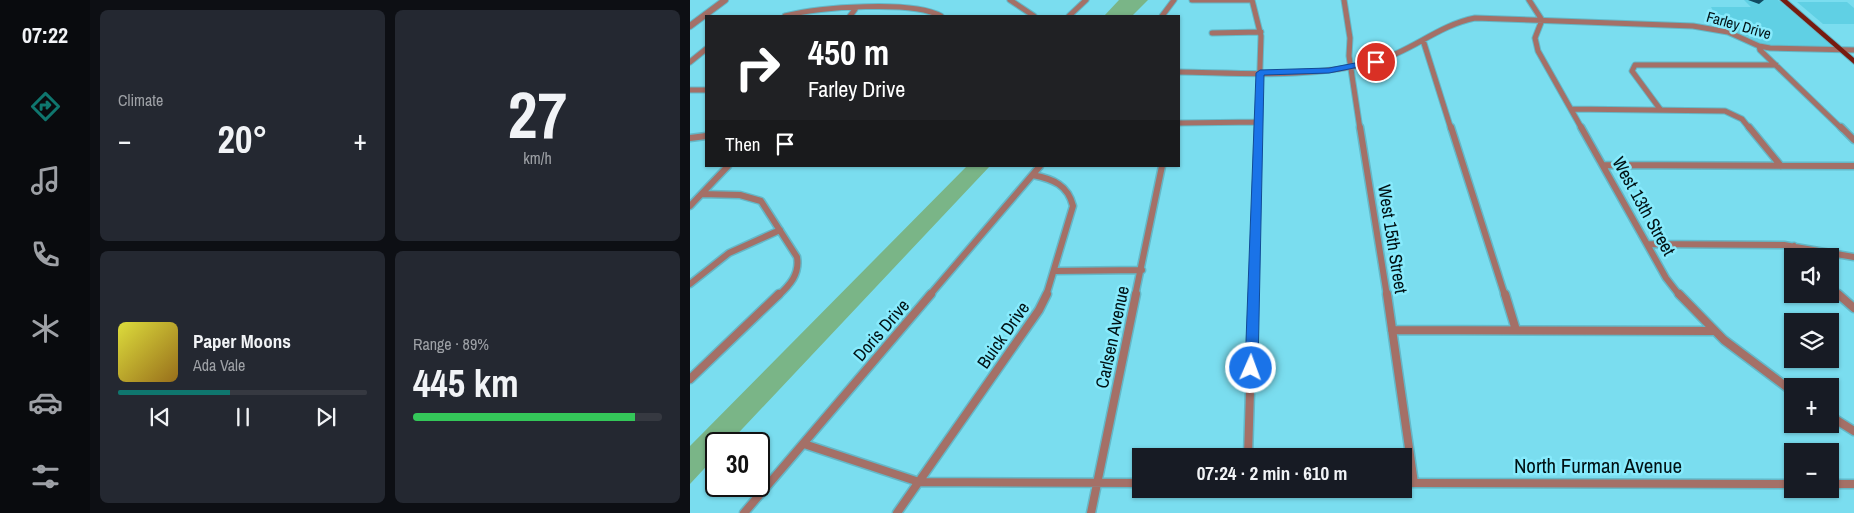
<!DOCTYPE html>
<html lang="en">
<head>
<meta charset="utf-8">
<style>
  body { margin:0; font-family:"Archivo Narrow",sans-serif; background:#242831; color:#f1f3f6; height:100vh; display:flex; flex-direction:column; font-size:19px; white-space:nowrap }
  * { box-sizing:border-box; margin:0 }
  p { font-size:16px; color:#9ea1a6 }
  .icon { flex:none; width:28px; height:28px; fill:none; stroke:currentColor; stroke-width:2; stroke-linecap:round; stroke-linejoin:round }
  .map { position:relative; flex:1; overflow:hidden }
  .panel { display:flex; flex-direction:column; gap:10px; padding:10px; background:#0d0f14; width:600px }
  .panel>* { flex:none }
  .banner { position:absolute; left:15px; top:15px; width:475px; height:152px; border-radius:0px; box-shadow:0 1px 4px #0004; background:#202124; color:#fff; overflow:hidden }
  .buttons { position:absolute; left:1094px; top:248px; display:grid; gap:10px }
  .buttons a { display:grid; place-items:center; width:55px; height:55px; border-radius:0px; background:#171b24; box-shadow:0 1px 4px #0004; font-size:25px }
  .speed { position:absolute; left:15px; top:432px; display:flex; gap:10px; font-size:25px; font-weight:700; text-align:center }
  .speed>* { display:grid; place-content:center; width:65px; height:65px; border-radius:50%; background:#171b24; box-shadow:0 1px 4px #0004; line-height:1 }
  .speed .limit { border:2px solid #111; border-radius:8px; background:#fff; color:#111 }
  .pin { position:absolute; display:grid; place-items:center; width:42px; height:42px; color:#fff; margin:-21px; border:2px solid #fff; border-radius:50%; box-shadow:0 1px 5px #0007 }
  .me { position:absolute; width:55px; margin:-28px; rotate:2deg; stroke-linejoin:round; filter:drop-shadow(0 0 4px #0008) }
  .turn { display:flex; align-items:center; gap:18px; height:105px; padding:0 20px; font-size:22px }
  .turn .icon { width:65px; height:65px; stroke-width:2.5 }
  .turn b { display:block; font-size:35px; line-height:42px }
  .then { display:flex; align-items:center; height:48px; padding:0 20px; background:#0003; gap:10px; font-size:19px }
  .big { font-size:38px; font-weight:800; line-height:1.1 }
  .panel .tile { flex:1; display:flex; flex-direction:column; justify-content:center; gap:8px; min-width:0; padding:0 18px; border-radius:8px; background:#242831 }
  .panel .dial { align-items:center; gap:0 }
  .dial b { font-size:65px; line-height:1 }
  .song { display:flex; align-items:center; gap:15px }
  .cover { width:60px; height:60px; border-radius:8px; background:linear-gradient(135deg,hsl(60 70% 55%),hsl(40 70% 35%)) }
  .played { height:5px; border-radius:2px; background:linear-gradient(90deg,#0f766e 45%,#363941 45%) }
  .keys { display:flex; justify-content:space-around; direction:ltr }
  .heat { display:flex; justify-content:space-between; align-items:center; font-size:28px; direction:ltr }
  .charge { height:8px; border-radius:4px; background:linear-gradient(90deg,#34c759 89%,#363941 0) }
  .panel .tiles { flex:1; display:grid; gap:10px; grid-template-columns:repeat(2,1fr) }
  .trip { position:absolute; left:442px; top:448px; width:280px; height:50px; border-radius:0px; background:#171b24; box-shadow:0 1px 4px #0004; font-weight:800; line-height:50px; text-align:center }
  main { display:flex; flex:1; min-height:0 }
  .tab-bar { display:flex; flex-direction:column; width:90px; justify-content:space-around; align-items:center; background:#090b0e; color:#9ea1a6 }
  .tab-bar .icon { width:35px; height:35px }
  .tab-bar .current { color:#0f766e }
  .tab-bar b { font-size:22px; color:#f1f3f6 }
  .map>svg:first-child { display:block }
  .built { fill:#60d0e4 }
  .green { fill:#7ab587 }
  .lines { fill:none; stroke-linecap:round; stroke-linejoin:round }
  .minor-far2-casing { stroke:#64b8c8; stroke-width:7 }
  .minor-far1-casing { stroke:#64b8c8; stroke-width:9 }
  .minor-casing { stroke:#64b8c8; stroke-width:11 }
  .tertiary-casing { stroke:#64b8c8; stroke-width:8 }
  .primary-casing { stroke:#64b8c8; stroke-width:2 }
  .minor-far2 { stroke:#a47067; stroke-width:5 }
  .minor-far1 { stroke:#a47067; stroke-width:6 }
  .minor { stroke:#a47067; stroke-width:8 }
  .tertiary { stroke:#a47067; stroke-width:6 }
  .primary { fill:#771b10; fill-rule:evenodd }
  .wall { fill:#114a61 }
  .route { fill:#1a73e8; stroke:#114b97 }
  .labels { text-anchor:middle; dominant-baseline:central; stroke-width:5; stroke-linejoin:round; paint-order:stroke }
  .far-street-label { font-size:15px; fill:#001114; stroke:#87eafc }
  .street-label { font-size:18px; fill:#001114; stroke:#87eafc }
  .near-street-label { font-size:21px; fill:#001114; stroke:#87eafc }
</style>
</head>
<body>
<main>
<nav class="tab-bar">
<b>07:22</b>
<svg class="icon current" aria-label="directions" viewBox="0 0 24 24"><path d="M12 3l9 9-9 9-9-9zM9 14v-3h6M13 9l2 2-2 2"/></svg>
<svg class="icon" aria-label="music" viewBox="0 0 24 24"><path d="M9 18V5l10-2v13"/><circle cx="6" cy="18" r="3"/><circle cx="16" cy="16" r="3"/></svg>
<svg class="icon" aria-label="phone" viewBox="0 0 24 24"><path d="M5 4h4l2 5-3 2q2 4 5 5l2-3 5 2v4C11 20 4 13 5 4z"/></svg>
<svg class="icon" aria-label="climate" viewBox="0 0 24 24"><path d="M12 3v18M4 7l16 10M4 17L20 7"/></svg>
<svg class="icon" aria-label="car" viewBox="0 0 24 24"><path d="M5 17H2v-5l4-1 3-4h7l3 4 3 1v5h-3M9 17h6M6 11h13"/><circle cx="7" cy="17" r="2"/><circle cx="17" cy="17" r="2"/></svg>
<svg class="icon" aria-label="filters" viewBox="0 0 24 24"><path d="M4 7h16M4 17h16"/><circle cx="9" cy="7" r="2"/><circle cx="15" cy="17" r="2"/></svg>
</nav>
<section class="panel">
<div class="tiles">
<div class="tile"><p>Climate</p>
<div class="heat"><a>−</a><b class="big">20°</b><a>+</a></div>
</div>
<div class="tile dial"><b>27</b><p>km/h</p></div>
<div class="tile">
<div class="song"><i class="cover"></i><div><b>Paper Moons</b><p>Ada Vale</p></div></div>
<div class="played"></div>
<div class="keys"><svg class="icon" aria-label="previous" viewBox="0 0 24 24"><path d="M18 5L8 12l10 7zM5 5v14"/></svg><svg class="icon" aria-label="pause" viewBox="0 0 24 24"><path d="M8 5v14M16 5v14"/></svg><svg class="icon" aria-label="next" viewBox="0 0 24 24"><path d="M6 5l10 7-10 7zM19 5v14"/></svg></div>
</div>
<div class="tile"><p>Range · 89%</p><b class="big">445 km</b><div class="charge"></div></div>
</div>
</section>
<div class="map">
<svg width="1164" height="513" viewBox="0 0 1164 513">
  <rect width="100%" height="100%" fill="#7addef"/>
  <path class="built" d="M1054,0h34l59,50h-69l-19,-13 -27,-10 -11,-20h40z
    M1107,2h50l7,6v16h-31z"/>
  <path class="green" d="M429,0h29l-16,16h-28z
    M277,166h23l-262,278h-12v12l-26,28v-38z"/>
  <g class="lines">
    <defs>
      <path id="minor-far2" d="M320,0l24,16
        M502,0h59
        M562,0l9,36 -3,93
        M654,0l6,38 -1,18 11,73
        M839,0l13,20 -7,18 3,13 44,78
        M95,16c35,-9 127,-16 156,0
        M160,16l6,-8
        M379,16l17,-16
        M472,16l12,-16
        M522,33l49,-1
        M733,40l28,89
        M1069,46l1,4 82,79
        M0,62l16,-13
        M489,72c65,1 134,7 198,-11 35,-10 62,-36 98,-43l218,8 35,6 31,14 11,2 84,2
        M0,90h16
        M881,109l154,2 17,8 8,10
        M970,109l-28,-38 3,-6h141
        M489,123l80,-1"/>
      <path id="minor-far1" d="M670,127l27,169
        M761,127l54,169
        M891,127l85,151 14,18
        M1059,127l32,39
        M1151,127l13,13
        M0,138l16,-2
        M913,165l251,1
        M343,175c20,4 35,10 40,31l-27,90
        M12,194l38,1 21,6 36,56c3,17 -7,28 -19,39
        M0,206l38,-40
        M957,244l137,1 70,12
        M1104,246l8,10
        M365,271l87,-1
        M0,284l39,-31 51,-23
        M1140,288l9,8
        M239,296l111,-130
        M445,296l27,-130
        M563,296l5,-169"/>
      <path id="minor" d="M697,294l27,189
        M815,294l11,36
        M989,294l45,46 68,51
        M1148,294l16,14
        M702,330l321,1
        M0,379l89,-85
        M1140,416l24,15
        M114,444l115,38 222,1
        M558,456l5,-162
        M714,483l388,1
        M1140,484h24
        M54,513l187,-219
        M207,513l142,-203 8,-16
        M401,513l45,-219"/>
      <path id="tertiary" d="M0,26l35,-26"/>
      <path id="primary" d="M1090,0h7l67,58v6z"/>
    </defs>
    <use href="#minor-far2" class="minor-far2-casing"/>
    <use href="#minor-far1" class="minor-far1-casing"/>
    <use href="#minor" class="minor-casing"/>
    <use href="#tertiary" class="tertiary-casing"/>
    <use href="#primary" class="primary-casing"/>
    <use href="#minor-far2" class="minor-far2"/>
    <use href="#minor-far1" class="minor-far1"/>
    <use href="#minor" class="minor"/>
    <use href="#tertiary" class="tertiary"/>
    <use href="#primary" class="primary"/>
  </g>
  <path class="wall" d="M1058,0h16l-5,4z"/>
  <path class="route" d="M686,59l4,3 -1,1 -50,10 -65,2 -6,293 -2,3h-10l-1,-3 11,-295 4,-3 69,-2z"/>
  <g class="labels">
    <g class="far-street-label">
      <text transform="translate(1049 25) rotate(16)">Farley Drive</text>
    </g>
    <g class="street-label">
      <text transform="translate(954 206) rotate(61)">West 13th Street</text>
      <text transform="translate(703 239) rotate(81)">West 15th Street</text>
      <text transform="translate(191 330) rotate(-49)">Doris Drive</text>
      <text transform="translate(313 335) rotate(-55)">Buick Drive</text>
      <text transform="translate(422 337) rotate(-78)">Carlsen Avenue</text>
    </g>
    <g class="near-street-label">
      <text x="908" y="465">North Furman Avenue</text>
    </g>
  </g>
</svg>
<div class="buttons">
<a><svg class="icon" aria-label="sound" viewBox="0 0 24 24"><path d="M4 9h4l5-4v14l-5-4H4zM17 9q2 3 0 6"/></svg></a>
<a><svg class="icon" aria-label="layers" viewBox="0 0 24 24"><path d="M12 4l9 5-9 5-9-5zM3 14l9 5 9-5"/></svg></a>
<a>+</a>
<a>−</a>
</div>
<div class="speed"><div class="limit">30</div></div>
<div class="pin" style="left:686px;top:62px;background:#d93025"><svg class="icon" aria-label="arrive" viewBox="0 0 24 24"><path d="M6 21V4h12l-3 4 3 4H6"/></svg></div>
<svg class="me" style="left:561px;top:368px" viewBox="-20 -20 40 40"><circle r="17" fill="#1a73e8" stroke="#fff" stroke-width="3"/><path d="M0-11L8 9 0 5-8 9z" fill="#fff"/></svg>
<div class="trip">07:24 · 2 min · 610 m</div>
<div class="banner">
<div class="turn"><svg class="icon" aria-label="right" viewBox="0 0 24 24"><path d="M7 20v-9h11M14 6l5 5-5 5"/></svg><div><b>450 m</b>Farley Drive</div></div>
<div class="then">Then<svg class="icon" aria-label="arrive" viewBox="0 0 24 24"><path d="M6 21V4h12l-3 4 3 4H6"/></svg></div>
</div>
</div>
</main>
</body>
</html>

* Required work *
Proceeding from the line containing "position:absolute; left:15px; top:15px;" through the line containing "border:2px solid #111;", transcribe the lines above exactly, both end lines included.

* Exercise answer *
  .banner { position:absolute; left:15px; top:15px; width:475px; height:152px; border-radius:0px; box-shadow:0 1px 4px #0004; background:#202124; color:#fff; overflow:hidden }
  .buttons { position:absolute; left:1094px; top:248px; display:grid; gap:10px }
  .buttons a { display:grid; place-items:center; width:55px; height:55px; border-radius:0px; background:#171b24; box-shadow:0 1px 4px #0004; font-size:25px }
  .speed { position:absolute; left:15px; top:432px; display:flex; gap:10px; font-size:25px; font-weight:700; text-align:center }
  .speed>* { display:grid; place-content:center; width:65px; height:65px; border-radius:50%; background:#171b24; box-shadow:0 1px 4px #0004; line-height:1 }
  .speed .limit { border:2px solid #111; border-radius:8px; background:#fff; color:#111 }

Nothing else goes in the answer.